From another daddy’s girl, Milly Babirye, 37, “It is the best thing to know that you are valuable. If you grow up hearing positive things, knowing you are capable it makes you able to weather anything. No one can take that away from you.”
This explains why most of the confident women I know also boast of a very close relationship with their fathers, or at least did in cases where he is deceased.
This perfectly illustrates my point, and this article illustrates the negative aspects of absent or emotionally insufficient fathers:
Women with ‘daddy issues’ are usually seen to have an unhealthy need for male attention. Sometimes that plays out as being clingy, sexually aggressive, or promiscuous; other times as using men and then abandoning them (often just like fathers have done). Women let themselves be mistreated by men because they so desperately ache for male attention.
Did you have a father in your life growing up? Without a safe male role model, women can have a difficult time developing a healthy view of self and sexuality. Think about it. Without a father, you don’t have anyone to show you love that has nothing to do with sexuality and everything to do with who you are. If your only experience with men is distant or sexual, it’s easy to see yourself as a sexual object versus a complete person with much to offer a relationship.

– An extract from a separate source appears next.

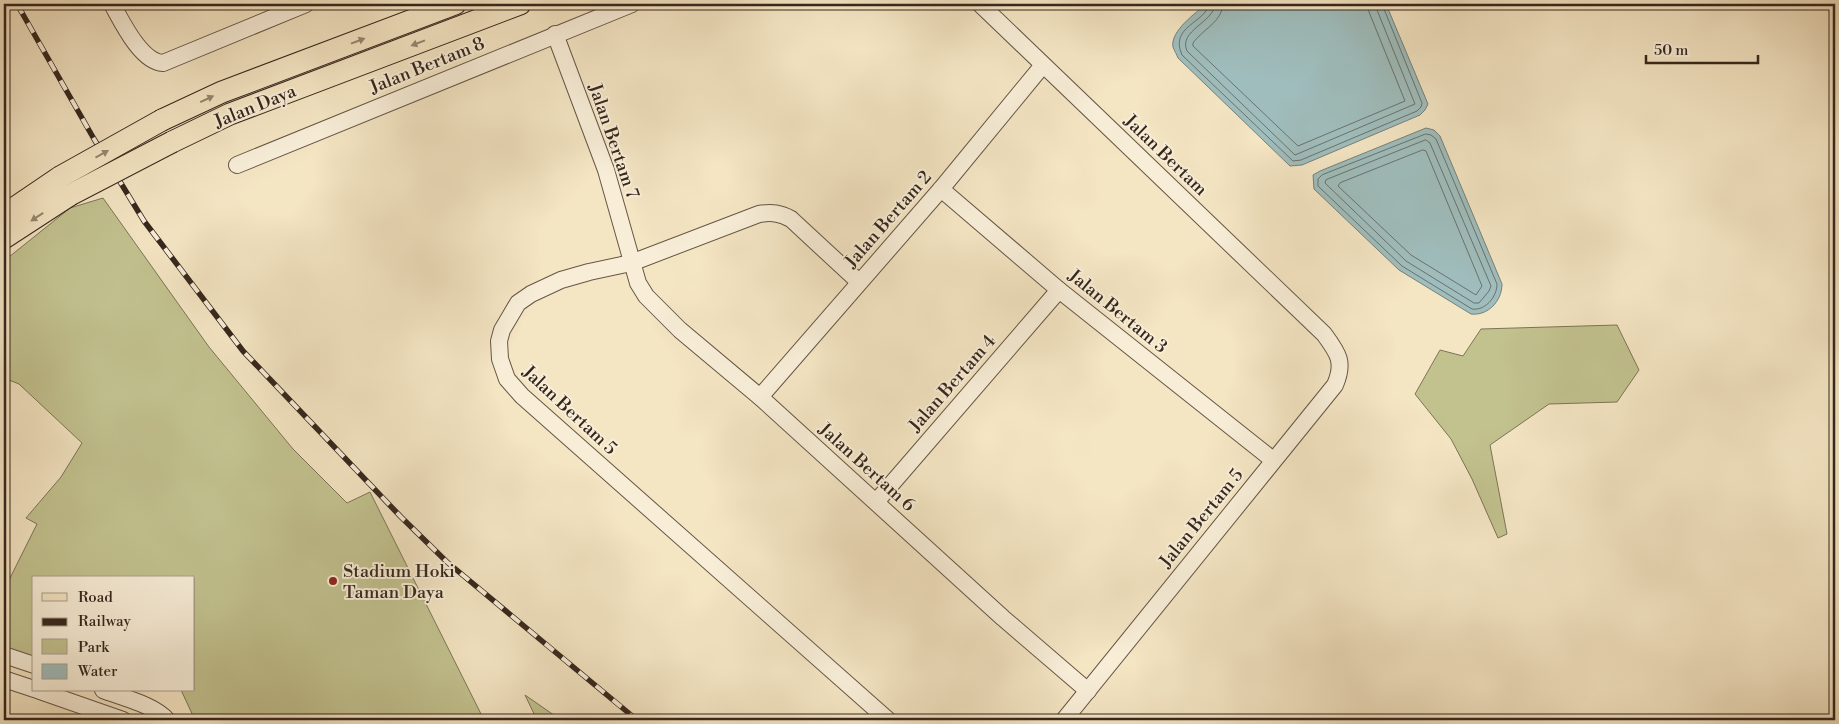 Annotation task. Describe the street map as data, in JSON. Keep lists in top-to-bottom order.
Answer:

It is obvious that fathers are integral to the development of their daughter’s self-esteem and self worth. Absent fathers or fathers who do a poor job of connecting emotionally with their daughters perpetuate a vicious cycle that is causing women to struggle with self esteem and self confidence. This isn’t to say that every father is like this, which certainly isn’t the case. However, if we are going to correct the problem with women’s self-esteem it starts with our fathers. So to all the men reading this: be a good father to your children whether they are boys or girls. Teach your sons how to treat women with respect, and teach your daughters that they are worthy of respect and love.
I think it’s safe to say that I have gone on a long enough rant on this subject by now, but hopefully this sufficiently evidences how strongly I disagree with so many of the things Matt Forney wrote. I have been lucky to be surrounded with many strong women in my life, from my grandmother, my aunts, my cousins, their friends, my female friends, and most importantly my own mother. I can say without a doubt that if it were not for these strong women supporting me since I could first form memories I would not be who I am today. I can only hope that any man reading this will take this time to think about all of the women in his life and how they have helped shape the person he is. I know this isn’t the case, but I wish every man had the chance to be surrounded with such a strong, positive group of women. Having read the author’s thoughts on the subject, I am inclined to make the assumption that he hasn’t had this luxury. That would certainly explain some of the negative opinions he seems to have of women. I hope by writing this I am able to restore some faith in this country’s men–faith that any female who read Forney’s article surely lost.
Thanks for reading,
P.S. I’m sure a lot of people who read Forney’s article will become angry and feel the need to lash out. I would ask you not to do that. I spent some time looking at the author’s Twitter account yesterday and he is clearly feeding off of the backlash and vitriol some women are spewing back at him. I am not saying that it isn’t deserved, but he is clearly enjoying the fact that he is causing women so much anger and frustration. Either don’t respond to it, or do so respectfully. Don’t stoop to his level.